■ **Task directions**
Your task is to copy every line below that contains the word "Ferratella".

──────── Material provided

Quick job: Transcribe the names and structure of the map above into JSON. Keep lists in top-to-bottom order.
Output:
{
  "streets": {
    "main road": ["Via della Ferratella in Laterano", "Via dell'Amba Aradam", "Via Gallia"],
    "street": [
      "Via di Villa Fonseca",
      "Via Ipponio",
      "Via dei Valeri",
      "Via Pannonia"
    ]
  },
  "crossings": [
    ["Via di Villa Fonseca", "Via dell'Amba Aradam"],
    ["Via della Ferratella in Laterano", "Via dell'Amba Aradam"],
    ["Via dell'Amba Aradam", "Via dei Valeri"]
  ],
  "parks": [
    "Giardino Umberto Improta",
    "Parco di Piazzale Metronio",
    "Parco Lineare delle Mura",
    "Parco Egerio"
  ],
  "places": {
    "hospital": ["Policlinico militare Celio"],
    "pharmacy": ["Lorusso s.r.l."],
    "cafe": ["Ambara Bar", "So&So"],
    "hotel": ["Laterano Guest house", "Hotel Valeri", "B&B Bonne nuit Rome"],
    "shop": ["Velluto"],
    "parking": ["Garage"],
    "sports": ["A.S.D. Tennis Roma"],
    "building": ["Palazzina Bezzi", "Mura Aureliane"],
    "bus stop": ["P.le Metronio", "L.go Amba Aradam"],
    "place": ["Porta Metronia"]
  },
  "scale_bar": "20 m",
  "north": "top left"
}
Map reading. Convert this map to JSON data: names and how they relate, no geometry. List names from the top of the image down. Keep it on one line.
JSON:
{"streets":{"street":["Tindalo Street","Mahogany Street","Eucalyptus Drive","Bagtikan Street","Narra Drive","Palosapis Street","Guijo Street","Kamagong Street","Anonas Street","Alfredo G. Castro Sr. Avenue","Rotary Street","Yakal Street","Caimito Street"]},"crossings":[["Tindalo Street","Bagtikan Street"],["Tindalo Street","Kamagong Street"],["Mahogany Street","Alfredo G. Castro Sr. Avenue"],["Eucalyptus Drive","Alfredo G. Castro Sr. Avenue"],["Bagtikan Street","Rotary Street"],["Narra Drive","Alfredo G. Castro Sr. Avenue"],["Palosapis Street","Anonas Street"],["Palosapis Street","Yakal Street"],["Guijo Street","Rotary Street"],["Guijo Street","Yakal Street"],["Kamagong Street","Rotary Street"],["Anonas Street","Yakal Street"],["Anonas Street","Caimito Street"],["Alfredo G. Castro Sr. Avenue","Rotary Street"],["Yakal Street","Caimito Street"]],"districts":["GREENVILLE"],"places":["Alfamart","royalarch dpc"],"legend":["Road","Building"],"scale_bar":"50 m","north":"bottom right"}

────────────────

■ **Result of the task**
    "main road": ["Via della Ferratella in Laterano", "Via dell'Amba Aradam", "Via Gallia"],
    ["Via della Ferratella in Laterano", "Via dell'Amba Aradam"],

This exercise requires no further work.